> ABOUT THIS TASK
Print the lines exactly. Start at the first line of the material below, end with the line that contains "position:absolute; left:1183px; top:16px;", and skip all pictures.

> EXERCISE DATA
+--

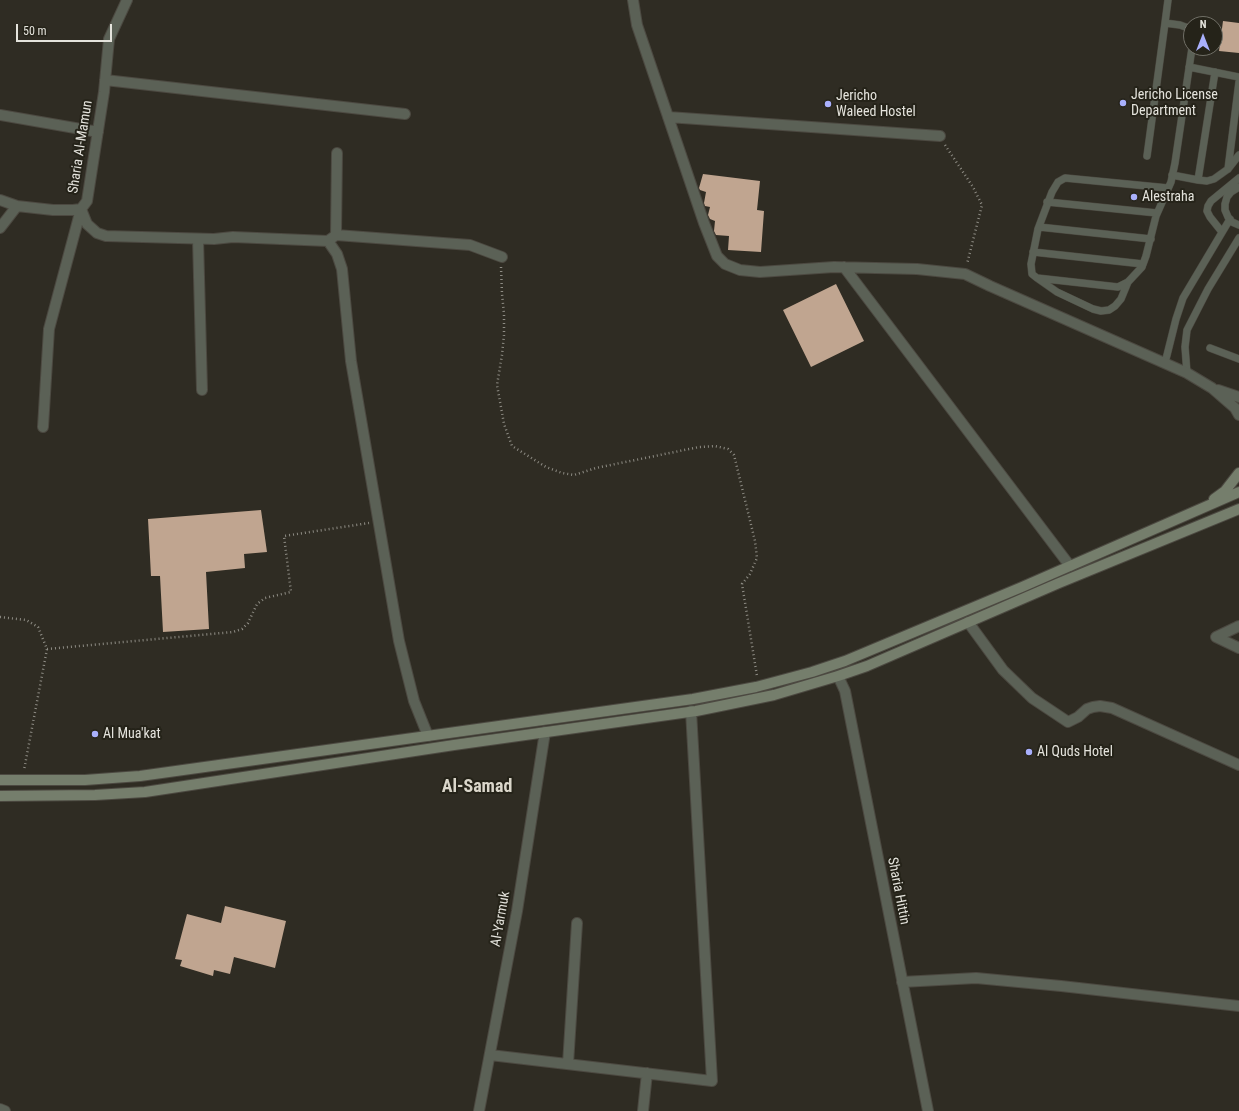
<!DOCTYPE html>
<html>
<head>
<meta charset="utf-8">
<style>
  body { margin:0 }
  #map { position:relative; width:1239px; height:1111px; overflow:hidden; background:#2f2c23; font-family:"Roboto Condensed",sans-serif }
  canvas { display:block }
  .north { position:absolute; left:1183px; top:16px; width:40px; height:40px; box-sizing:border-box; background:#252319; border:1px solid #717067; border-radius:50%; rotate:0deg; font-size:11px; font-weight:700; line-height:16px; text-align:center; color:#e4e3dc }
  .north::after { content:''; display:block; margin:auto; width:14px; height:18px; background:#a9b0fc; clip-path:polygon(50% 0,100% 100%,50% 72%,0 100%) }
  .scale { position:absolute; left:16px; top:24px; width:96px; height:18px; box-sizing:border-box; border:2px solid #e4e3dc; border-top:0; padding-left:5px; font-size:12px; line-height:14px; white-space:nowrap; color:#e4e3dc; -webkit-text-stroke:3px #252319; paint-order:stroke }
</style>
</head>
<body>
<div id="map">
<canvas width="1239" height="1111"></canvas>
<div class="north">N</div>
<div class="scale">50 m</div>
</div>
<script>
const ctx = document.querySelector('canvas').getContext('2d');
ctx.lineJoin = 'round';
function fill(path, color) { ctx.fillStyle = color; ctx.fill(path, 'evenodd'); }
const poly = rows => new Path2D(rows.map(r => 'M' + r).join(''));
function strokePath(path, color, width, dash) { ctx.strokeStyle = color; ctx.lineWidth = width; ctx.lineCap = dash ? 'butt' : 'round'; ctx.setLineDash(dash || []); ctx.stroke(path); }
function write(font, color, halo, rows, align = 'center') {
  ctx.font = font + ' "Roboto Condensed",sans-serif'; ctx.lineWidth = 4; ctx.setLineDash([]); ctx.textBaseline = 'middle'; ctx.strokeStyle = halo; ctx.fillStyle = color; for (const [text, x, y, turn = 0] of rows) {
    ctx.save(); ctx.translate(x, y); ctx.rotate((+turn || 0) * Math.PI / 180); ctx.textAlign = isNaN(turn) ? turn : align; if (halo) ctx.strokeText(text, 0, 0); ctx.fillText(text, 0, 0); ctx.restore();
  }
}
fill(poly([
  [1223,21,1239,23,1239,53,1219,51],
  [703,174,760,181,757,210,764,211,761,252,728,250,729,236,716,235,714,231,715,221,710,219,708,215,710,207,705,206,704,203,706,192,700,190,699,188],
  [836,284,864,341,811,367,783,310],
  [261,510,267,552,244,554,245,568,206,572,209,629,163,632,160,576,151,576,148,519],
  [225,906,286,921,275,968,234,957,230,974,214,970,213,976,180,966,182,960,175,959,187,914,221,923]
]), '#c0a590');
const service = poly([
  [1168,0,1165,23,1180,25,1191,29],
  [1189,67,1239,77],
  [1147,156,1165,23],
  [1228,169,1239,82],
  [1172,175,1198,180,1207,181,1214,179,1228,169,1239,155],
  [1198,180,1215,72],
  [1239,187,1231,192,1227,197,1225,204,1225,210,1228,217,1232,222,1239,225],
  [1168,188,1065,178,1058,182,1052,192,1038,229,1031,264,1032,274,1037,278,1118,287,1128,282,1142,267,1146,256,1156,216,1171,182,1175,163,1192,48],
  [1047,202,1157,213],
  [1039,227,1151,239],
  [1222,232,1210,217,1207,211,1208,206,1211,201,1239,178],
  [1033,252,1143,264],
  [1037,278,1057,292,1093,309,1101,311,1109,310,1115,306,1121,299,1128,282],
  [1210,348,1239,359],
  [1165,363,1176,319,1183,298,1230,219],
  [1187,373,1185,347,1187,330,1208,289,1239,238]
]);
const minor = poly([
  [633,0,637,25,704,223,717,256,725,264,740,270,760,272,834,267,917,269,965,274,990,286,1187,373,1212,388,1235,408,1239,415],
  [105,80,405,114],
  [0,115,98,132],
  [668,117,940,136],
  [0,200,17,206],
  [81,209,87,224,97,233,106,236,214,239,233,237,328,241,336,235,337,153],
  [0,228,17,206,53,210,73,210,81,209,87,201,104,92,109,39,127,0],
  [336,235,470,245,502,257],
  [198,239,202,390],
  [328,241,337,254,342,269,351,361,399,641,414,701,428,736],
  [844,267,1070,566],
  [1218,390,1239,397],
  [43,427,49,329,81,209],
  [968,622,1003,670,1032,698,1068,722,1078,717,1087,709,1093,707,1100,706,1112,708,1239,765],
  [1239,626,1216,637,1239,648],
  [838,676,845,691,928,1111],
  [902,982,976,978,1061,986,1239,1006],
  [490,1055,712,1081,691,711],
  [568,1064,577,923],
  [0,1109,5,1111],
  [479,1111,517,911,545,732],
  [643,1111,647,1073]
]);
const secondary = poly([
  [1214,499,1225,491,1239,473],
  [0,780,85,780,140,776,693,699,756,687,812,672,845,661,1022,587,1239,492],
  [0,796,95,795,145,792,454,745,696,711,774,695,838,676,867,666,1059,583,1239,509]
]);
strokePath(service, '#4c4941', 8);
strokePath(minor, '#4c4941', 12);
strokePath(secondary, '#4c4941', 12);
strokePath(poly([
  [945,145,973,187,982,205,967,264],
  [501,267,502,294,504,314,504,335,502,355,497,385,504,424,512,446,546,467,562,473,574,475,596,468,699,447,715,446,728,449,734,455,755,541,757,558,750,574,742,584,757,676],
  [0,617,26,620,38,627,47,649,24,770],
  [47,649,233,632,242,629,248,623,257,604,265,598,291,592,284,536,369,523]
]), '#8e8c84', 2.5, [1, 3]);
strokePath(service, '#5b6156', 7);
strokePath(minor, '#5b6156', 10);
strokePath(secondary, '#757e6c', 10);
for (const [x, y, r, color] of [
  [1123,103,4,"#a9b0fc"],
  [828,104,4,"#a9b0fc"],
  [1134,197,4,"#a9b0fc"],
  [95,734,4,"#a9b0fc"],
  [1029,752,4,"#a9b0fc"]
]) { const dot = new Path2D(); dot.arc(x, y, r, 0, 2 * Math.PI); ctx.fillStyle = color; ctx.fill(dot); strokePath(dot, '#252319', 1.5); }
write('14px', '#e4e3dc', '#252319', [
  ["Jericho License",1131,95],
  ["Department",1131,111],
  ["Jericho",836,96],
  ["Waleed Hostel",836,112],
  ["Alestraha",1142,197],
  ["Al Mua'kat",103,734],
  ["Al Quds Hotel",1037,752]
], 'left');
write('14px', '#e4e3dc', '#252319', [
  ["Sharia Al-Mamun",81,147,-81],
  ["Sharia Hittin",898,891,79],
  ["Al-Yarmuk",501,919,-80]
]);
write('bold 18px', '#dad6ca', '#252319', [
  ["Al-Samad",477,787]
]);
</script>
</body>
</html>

+--

> ANSWER TO THIS TASK
<!DOCTYPE html>
<html>
<head>
<meta charset="utf-8">
<style>
  body { margin:0 }
  #map { position:relative; width:1239px; height:1111px; overflow:hidden; background:#2f2c23; font-family:"Roboto Condensed",sans-serif }
  canvas { display:block }
  .north { position:absolute; left:1183px; top:16px; width:40px; height:40px; box-sizing:border-box; background:#252319; border:1px solid #717067; border-radius:50%; rotate:0deg; font-size:11px; font-weight:700; line-height:16px; text-align:center; color:#e4e3dc }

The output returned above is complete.